_WHAT THE TASK REQUIRES_
If a line in the material below has the word "rows", copy it.

_EXERCISE MATERIAL_
==============================

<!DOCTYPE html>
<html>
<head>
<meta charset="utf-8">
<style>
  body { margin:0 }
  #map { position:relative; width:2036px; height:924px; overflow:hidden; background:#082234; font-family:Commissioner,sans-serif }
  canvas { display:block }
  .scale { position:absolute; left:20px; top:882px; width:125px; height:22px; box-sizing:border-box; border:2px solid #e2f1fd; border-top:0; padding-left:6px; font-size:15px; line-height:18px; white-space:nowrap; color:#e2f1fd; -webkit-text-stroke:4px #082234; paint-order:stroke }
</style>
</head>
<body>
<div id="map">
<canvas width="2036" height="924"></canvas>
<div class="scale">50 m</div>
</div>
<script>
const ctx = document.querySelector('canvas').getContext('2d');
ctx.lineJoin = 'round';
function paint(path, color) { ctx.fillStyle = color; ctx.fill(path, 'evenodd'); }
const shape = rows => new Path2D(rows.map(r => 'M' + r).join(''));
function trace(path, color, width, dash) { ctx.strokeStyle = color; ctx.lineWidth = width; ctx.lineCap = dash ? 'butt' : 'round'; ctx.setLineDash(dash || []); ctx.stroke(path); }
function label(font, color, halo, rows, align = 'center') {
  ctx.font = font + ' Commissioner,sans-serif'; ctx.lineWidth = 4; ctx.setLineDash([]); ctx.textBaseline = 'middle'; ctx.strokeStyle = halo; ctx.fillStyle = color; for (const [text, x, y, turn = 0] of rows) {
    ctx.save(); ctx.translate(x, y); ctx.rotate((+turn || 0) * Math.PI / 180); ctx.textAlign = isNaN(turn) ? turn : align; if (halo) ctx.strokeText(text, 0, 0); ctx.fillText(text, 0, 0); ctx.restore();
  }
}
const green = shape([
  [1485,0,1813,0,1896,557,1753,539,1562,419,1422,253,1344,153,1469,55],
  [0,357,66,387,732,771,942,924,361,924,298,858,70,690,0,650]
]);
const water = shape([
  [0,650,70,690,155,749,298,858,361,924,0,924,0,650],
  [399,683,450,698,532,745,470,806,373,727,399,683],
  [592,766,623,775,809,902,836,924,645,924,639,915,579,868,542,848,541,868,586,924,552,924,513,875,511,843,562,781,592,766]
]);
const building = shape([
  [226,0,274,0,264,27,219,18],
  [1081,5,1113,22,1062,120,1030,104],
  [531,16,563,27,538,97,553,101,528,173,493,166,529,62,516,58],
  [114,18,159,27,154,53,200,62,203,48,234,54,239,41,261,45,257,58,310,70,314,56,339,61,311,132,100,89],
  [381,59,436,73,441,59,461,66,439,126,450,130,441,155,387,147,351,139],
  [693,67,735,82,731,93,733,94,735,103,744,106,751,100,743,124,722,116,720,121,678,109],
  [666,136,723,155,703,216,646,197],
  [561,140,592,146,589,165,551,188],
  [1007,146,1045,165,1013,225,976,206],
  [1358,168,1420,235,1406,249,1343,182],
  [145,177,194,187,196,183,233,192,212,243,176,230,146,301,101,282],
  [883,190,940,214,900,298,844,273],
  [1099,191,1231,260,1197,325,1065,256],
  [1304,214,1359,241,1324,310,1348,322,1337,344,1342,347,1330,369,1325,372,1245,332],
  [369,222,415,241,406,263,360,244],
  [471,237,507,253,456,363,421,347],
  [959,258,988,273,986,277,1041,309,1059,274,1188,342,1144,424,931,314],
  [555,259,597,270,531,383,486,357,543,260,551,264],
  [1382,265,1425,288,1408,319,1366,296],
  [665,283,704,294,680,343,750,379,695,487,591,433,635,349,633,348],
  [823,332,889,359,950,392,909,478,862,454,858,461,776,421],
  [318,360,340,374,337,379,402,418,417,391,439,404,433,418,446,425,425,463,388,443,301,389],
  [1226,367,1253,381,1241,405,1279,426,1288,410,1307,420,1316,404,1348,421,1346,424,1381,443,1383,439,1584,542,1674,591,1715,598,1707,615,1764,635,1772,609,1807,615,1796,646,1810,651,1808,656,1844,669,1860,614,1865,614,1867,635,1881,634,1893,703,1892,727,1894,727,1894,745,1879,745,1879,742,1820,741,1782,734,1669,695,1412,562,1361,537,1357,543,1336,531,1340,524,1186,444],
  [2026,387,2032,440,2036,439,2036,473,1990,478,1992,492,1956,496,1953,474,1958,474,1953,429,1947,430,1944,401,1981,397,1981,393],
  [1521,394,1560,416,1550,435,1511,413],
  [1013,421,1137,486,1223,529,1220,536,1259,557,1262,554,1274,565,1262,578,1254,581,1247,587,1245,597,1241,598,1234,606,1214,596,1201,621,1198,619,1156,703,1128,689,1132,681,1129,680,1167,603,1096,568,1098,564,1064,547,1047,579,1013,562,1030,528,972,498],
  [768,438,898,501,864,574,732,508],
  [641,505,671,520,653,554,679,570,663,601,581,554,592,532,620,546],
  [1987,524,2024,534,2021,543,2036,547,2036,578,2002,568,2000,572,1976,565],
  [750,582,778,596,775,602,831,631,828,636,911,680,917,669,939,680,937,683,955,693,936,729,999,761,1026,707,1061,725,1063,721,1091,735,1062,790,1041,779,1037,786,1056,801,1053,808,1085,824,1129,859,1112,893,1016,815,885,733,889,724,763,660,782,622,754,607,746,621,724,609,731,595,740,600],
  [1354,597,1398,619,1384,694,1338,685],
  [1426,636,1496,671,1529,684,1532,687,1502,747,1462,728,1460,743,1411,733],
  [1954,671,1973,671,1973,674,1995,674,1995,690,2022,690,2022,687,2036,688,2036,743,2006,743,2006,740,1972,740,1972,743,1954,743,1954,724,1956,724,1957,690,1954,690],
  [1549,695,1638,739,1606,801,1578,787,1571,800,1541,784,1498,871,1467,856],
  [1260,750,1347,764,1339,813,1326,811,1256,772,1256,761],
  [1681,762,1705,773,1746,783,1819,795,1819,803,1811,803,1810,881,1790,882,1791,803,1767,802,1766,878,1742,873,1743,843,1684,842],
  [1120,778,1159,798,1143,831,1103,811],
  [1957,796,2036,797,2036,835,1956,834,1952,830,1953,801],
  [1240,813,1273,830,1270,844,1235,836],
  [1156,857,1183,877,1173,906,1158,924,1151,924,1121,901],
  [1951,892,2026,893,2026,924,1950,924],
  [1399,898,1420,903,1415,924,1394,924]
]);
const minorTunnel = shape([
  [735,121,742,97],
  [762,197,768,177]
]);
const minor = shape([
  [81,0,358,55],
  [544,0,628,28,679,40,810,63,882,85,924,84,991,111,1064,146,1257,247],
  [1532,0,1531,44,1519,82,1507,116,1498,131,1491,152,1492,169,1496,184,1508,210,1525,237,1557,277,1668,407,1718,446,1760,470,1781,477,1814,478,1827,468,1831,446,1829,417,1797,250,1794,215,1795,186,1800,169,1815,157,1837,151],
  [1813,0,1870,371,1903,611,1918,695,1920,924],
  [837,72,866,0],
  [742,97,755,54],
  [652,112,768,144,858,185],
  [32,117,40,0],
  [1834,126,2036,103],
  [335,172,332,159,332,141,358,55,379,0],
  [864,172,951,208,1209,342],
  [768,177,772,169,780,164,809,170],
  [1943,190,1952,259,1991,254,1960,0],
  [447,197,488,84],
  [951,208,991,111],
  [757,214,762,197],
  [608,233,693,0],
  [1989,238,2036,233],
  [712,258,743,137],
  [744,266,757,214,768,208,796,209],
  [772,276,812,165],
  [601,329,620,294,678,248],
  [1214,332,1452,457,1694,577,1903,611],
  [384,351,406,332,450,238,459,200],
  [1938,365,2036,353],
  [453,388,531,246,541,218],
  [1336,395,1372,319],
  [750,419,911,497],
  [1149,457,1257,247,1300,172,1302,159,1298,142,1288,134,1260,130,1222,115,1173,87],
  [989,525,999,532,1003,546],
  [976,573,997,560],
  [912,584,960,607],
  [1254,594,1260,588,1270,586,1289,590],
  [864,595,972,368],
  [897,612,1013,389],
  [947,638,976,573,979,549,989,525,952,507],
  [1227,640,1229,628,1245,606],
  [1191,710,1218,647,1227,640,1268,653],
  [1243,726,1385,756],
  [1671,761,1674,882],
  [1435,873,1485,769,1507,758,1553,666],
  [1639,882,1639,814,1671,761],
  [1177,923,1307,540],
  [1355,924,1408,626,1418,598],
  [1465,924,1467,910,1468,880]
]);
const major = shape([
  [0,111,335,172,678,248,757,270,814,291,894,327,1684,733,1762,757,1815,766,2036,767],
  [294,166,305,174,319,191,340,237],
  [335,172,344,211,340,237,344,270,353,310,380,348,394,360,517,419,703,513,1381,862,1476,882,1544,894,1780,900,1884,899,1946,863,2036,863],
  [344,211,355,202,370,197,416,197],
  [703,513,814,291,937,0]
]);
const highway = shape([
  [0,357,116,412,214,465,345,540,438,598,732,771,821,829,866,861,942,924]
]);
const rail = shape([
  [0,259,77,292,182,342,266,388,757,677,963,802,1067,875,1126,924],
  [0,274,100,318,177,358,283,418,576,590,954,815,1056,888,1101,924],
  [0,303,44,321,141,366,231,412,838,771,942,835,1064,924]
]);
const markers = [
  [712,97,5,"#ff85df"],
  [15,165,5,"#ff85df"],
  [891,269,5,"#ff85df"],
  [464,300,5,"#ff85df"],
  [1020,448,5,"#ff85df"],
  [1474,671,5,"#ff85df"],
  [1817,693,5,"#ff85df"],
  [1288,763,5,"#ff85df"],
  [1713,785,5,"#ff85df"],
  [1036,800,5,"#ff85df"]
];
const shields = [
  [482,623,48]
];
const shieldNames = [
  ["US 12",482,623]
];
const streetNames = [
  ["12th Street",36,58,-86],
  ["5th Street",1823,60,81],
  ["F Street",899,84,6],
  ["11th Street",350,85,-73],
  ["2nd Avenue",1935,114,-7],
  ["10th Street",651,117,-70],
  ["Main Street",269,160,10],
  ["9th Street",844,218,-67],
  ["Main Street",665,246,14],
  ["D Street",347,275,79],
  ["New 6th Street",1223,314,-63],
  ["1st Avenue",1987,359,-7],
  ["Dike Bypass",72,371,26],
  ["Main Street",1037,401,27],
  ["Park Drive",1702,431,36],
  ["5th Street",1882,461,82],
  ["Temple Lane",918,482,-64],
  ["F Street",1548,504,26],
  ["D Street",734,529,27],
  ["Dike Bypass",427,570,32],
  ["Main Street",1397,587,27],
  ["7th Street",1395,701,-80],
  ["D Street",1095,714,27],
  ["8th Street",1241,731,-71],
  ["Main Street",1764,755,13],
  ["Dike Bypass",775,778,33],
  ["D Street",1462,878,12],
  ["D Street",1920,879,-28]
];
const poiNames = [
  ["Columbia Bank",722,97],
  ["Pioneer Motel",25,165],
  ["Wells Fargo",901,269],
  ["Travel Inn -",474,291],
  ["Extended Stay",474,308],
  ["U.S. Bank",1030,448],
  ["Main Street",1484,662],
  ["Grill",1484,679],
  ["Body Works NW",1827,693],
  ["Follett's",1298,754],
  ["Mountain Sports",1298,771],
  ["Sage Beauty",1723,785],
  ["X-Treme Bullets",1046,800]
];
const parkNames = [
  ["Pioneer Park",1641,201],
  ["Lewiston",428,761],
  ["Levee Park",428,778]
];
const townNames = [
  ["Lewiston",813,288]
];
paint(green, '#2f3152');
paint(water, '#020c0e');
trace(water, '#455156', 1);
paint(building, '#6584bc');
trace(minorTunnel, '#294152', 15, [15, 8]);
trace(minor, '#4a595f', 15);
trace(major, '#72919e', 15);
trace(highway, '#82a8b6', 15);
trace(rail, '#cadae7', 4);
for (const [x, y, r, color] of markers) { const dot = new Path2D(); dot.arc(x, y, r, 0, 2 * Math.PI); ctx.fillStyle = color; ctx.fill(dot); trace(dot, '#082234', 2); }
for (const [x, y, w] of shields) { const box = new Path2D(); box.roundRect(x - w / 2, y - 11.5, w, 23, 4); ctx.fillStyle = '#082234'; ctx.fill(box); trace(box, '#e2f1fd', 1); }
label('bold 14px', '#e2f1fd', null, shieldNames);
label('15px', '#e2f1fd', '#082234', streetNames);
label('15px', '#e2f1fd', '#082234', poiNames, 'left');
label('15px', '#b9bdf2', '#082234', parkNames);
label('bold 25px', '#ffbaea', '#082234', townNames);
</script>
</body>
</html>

==============================

_RESPONSE TO THIS TASK_
const shape = rows => new Path2D(rows.map(r => 'M' + r).join(''));
function label(font, color, halo, rows, align = 'center') {
  ctx.font = font + ' Commissioner,sans-serif'; ctx.lineWidth = 4; ctx.setLineDash([]); ctx.textBaseline = 'middle'; ctx.strokeStyle = halo; ctx.fillStyle = color; for (const [text, x, y, turn = 0] of rows) {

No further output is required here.